Jaringan Pemantau Independen Kehutanan (JPIK) Jawa Tengah dan DIY sebagai Lembaga Pemantau Independen (LPI) merupakan salah satu dari 5 unsur utama dalam implementasi SVLK selain Kementerian Kehutanan selaku regulator, Unit Manajemen Pemegang Izin, Komite Akreditasi Nasional (KAN) serta Lembaga Penilaian Kesesuaian (LPK). Keberadaan Pemantau Independen (PI) Kehutanan yang telah disahkan dalam Permenhut P.38/2009 jo P. 95/2014 merupakan kunci dalam memastikan akuntabilitas dan kredibilitas penerapan SVLK di Indonesia.
Masyarakat dari 6 kabupaten yaitu Jember, Lumajang, Magelang, Pemalang, Ciamis dan Tasikmalaya selaku pemantau independen elemen JPIK Jawa Tengah dan DIY sepanjang periode November 2015 hingga Februari 2016 telah melakukan pemantauan terhadap 6 wilayah kerja Perhutani yaitu KPH Jember, KPH Probolinggo, KPH Kedu Utara, KPH Pemalang, KPH Ciamis dan KPH Tasikmalaya.
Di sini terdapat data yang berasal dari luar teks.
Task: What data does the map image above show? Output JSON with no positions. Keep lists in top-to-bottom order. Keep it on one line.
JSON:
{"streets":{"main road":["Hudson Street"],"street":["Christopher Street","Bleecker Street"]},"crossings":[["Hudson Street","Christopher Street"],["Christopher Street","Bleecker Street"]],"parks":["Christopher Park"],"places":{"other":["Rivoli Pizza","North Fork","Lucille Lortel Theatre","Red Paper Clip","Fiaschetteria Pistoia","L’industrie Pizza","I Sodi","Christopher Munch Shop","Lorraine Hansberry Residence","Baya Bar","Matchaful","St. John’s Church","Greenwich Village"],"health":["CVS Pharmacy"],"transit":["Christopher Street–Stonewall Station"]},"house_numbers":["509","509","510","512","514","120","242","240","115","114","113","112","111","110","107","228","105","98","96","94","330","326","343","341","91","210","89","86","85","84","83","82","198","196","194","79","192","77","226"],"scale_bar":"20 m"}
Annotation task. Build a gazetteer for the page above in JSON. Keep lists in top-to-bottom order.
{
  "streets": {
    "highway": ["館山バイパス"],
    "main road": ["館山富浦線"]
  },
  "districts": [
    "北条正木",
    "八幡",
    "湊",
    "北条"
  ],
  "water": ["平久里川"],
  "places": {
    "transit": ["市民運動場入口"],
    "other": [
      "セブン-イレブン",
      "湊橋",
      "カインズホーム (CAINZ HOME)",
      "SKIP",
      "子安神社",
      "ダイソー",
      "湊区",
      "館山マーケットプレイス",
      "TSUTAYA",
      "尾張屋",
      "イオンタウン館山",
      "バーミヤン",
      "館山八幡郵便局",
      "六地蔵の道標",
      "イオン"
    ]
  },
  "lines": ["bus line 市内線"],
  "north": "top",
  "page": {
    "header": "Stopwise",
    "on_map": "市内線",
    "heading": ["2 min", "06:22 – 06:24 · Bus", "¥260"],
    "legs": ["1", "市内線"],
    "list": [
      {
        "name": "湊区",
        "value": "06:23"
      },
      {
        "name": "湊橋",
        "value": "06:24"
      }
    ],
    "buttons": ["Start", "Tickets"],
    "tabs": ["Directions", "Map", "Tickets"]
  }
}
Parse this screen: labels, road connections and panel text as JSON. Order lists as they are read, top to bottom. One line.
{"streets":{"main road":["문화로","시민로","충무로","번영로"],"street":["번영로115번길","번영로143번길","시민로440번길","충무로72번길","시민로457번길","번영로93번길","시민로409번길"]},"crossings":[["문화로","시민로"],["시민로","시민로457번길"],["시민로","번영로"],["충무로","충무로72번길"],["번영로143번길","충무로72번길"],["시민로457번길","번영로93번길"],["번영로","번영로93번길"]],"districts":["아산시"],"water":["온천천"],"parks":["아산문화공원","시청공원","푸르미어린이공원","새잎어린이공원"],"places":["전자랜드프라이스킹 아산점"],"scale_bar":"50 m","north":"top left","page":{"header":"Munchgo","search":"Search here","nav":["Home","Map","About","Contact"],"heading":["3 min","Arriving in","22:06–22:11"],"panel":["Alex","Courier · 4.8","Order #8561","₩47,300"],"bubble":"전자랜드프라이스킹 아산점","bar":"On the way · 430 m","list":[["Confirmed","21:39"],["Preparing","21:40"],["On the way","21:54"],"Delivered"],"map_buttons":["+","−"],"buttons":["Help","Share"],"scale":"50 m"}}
Beberapa temuan hasil pemantauan masyarakat ini menunjukkan buruknya kinerja tata kelola kehutanan yang dilakukan Perum Perhutani dimana, didalam kebijakan SVLK Perhutani dikategorikan sebagai pemegang hak kelola hutan Negara yaitu:
- Dinas Kehutanan Kabupaten Jember tidak pernah melakukan monitoring dan evaluasi pelaksanaan RTT Perhutani KPH Jember sesuai ketentuan dan Dinas Kehutanan Kabupaten Temanggung tidak pernah menerima dokumen RTT Perhutani KPH Kedu Utara. Bahkan, tidak mengetahui apa dokumen RTT tersebut dan tidak pernah melakukan monitoring dan evaluasi terhadap pelaksanaan RTT Perhutani KPH Kedu Utara.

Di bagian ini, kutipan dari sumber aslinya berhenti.